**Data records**
────────

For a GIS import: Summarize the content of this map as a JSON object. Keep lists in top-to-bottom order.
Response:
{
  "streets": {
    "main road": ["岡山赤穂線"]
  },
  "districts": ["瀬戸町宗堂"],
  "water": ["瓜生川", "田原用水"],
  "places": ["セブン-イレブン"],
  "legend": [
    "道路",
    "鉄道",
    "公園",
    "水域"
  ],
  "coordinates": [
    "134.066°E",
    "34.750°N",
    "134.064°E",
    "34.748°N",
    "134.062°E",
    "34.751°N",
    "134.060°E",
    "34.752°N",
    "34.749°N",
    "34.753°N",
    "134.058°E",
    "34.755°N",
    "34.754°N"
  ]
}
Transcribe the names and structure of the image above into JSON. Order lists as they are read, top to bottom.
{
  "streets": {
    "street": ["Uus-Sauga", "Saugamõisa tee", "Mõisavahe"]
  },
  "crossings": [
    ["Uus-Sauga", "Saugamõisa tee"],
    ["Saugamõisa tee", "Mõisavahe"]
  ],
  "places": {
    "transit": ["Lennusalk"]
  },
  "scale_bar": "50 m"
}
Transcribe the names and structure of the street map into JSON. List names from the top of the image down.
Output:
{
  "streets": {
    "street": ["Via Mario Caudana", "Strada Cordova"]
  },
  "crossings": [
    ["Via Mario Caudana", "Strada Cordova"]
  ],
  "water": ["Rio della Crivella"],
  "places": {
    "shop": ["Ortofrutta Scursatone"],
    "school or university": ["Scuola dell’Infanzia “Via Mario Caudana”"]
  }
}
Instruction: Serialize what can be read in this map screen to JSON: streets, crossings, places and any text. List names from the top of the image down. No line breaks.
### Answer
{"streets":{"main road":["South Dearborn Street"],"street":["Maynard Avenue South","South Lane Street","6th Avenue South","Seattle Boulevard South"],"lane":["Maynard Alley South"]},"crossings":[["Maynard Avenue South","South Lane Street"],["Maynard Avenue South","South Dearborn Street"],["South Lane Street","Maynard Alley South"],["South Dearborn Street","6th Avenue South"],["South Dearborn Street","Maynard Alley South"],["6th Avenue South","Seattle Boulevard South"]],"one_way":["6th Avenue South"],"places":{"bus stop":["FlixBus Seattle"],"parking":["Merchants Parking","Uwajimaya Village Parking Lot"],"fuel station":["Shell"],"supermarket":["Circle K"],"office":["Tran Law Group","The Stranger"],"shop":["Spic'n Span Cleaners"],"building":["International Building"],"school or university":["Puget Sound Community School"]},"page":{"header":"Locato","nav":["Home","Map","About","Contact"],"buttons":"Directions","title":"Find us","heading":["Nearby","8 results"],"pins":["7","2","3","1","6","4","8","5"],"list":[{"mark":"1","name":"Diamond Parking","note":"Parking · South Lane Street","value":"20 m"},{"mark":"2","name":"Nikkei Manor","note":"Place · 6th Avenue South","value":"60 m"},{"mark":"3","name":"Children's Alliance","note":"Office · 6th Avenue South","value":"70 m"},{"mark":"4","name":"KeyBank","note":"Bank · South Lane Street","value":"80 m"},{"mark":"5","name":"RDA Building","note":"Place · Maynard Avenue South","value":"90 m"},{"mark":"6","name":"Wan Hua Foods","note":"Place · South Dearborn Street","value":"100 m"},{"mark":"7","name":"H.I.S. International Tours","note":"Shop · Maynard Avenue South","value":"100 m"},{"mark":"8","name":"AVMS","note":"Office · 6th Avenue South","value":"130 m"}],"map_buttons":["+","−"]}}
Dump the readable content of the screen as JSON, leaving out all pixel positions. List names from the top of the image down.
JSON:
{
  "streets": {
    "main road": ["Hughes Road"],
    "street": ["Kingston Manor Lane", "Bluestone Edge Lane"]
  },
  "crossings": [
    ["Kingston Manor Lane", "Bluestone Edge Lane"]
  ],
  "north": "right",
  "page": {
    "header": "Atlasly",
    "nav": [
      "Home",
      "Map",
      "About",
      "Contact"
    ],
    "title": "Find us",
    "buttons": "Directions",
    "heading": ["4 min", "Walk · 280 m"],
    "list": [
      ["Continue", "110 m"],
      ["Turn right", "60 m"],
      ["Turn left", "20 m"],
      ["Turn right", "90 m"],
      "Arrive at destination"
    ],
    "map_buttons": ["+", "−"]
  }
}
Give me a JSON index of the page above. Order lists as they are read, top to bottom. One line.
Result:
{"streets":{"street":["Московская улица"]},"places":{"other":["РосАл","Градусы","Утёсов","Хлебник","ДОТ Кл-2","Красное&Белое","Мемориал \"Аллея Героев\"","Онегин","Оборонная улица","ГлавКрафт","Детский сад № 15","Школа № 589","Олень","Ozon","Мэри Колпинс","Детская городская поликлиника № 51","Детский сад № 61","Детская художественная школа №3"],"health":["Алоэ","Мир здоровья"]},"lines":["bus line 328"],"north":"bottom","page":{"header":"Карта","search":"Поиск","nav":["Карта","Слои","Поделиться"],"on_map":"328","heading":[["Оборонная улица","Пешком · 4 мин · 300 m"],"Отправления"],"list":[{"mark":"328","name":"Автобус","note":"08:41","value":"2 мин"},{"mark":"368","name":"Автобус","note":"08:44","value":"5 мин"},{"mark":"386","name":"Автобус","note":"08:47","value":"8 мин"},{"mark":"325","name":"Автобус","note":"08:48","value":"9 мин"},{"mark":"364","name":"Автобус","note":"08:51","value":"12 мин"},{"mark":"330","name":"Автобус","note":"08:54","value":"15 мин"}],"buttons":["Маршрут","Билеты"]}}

────────

**Required work**
Exactly reproduce the entries in their entirety.

**Task answer**
For a GIS import: Summarize the content of this map as a JSON object. Keep lists in top-to-bottom order.
Response:
{
  "streets": {
    "main road": ["岡山赤穂線"]
  },
  "districts": ["瀬戸町宗堂"],
  "water": ["瓜生川", "田原用水"],
  "places": ["セブン-イレブン"],
  "legend": [
    "道路",
    "鉄道",
    "公園",
    "水域"
  ],
  "coordinates": [
    "134.066°E",
    "34.750°N",
    "134.064°E",
    "34.748°N",
    "134.062°E",
    "34.751°N",
    "134.060°E",
    "34.752°N",
    "34.749°N",
    "34.753°N",
    "134.058°E",
    "34.755°N",
    "34.754°N"
  ]
}
Transcribe the names and structure of the image above into JSON. Order lists as they are read, top to bottom.
{
  "streets": {
    "street": ["Uus-Sauga", "Saugamõisa tee", "Mõisavahe"]
  },
  "crossings": [
    ["Uus-Sauga", "Saugamõisa tee"],
    ["Saugamõisa tee", "Mõisavahe"]
  ],
  "places": {
    "transit": ["Lennusalk"]
  },
  "scale_bar": "50 m"
}
Transcribe the names and structure of the street map into JSON. List names from the top of the image down.
Output:
{
  "streets": {
    "street": ["Via Mario Caudana", "Strada Cordova"]
  },
  "crossings": [
    ["Via Mario Caudana", "Strada Cordova"]
  ],
  "water": ["Rio della Crivella"],
  "places": {
    "shop": ["Ortofrutta Scursatone"],
    "school or university": ["Scuola dell’Infanzia “Via Mario Caudana”"]
  }
}
Instruction: Serialize what can be read in this map screen to JSON: streets, crossings, places and any text. List names from the top of the image down. No line breaks.
### Answer
{"streets":{"main road":["South Dearborn Street"],"street":["Maynard Avenue South","South Lane Street","6th Avenue South","Seattle Boulevard South"],"lane":["Maynard Alley South"]},"crossings":[["Maynard Avenue South","South Lane Street"],["Maynard Avenue South","South Dearborn Street"],["South Lane Street","Maynard Alley South"],["South Dearborn Street","6th Avenue South"],["South Dearborn Street","Maynard Alley South"],["6th Avenue South","Seattle Boulevard South"]],"one_way":["6th Avenue South"],"places":{"bus stop":["FlixBus Seattle"],"parking":["Merchants Parking","Uwajimaya Village Parking Lot"],"fuel station":["Shell"],"supermarket":["Circle K"],"office":["Tran Law Group","The Stranger"],"shop":["Spic'n Span Cleaners"],"building":["International Building"],"school or university":["Puget Sound Community School"]},"page":{"header":"Locato","nav":["Home","Map","About","Contact"],"buttons":"Directions","title":"Find us","heading":["Nearby","8 results"],"pins":["7","2","3","1","6","4","8","5"],"list":[{"mark":"1","name":"Diamond Parking","note":"Parking · South Lane Street","value":"20 m"},{"mark":"2","name":"Nikkei Manor","note":"Place · 6th Avenue South","value":"60 m"},{"mark":"3","name":"Children's Alliance","note":"Office · 6th Avenue South","value":"70 m"},{"mark":"4","name":"KeyBank","note":"Bank · South Lane Street","value":"80 m"},{"mark":"5","name":"RDA Building","note":"Place · Maynard Avenue South","value":"90 m"},{"mark":"6","name":"Wan Hua Foods","note":"Place · South Dearborn Street","value":"100 m"},{"mark":"7","name":"H.I.S. International Tours","note":"Shop · Maynard Avenue South","value":"100 m"},{"mark":"8","name":"AVMS","note":"Office · 6th Avenue South","value":"130 m"}],"map_buttons":["+","−"]}}
Dump the readable content of the screen as JSON, leaving out all pixel positions. List names from the top of the image down.
JSON:
{
  "streets": {
    "main road": ["Hughes Road"],
    "street": ["Kingston Manor Lane", "Bluestone Edge Lane"]
  },
  "crossings": [
    ["Kingston Manor Lane", "Bluestone Edge Lane"]
  ],
  "north": "right",
  "page": {
    "header": "Atlasly",
    "nav": [
      "Home",
      "Map",
      "About",
      "Contact"
    ],
    "title": "Find us",
    "buttons": "Directions",
    "heading": ["4 min", "Walk · 280 m"],
    "list": [
      ["Continue", "110 m"],
      ["Turn right", "60 m"],
      ["Turn left", "20 m"],
      ["Turn right", "90 m"],
      "Arrive at destination"
    ],
    "map_buttons": ["+", "−"]
  }
}
Give me a JSON index of the page above. Order lists as they are read, top to bottom. One line.
Result:
{"streets":{"street":["Московская улица"]},"places":{"other":["РосАл","Градусы","Утёсов","Хлебник","ДОТ Кл-2","Красное&Белое","Мемориал \"Аллея Героев\"","Онегин","Оборонная улица","ГлавКрафт","Детский сад № 15","Школа № 589","Олень","Ozon","Мэри Колпинс","Детская городская поликлиника № 51","Детский сад № 61","Детская художественная школа №3"],"health":["Алоэ","Мир здоровья"]},"lines":["bus line 328"],"north":"bottom","page":{"header":"Карта","search":"Поиск","nav":["Карта","Слои","Поделиться"],"on_map":"328","heading":[["Оборонная улица","Пешком · 4 мин · 300 m"],"Отправления"],"list":[{"mark":"328","name":"Автобус","note":"08:41","value":"2 мин"},{"mark":"368","name":"Автобус","note":"08:44","value":"5 мин"},{"mark":"386","name":"Автобус","note":"08:47","value":"8 мин"},{"mark":"325","name":"Автобус","note":"08:48","value":"9 мин"},{"mark":"364","name":"Автобус","note":"08:51","value":"12 мин"},{"mark":"330","name":"Автобус","note":"08:54","value":"15 мин"}],"buttons":["Маршрут","Билеты"]}}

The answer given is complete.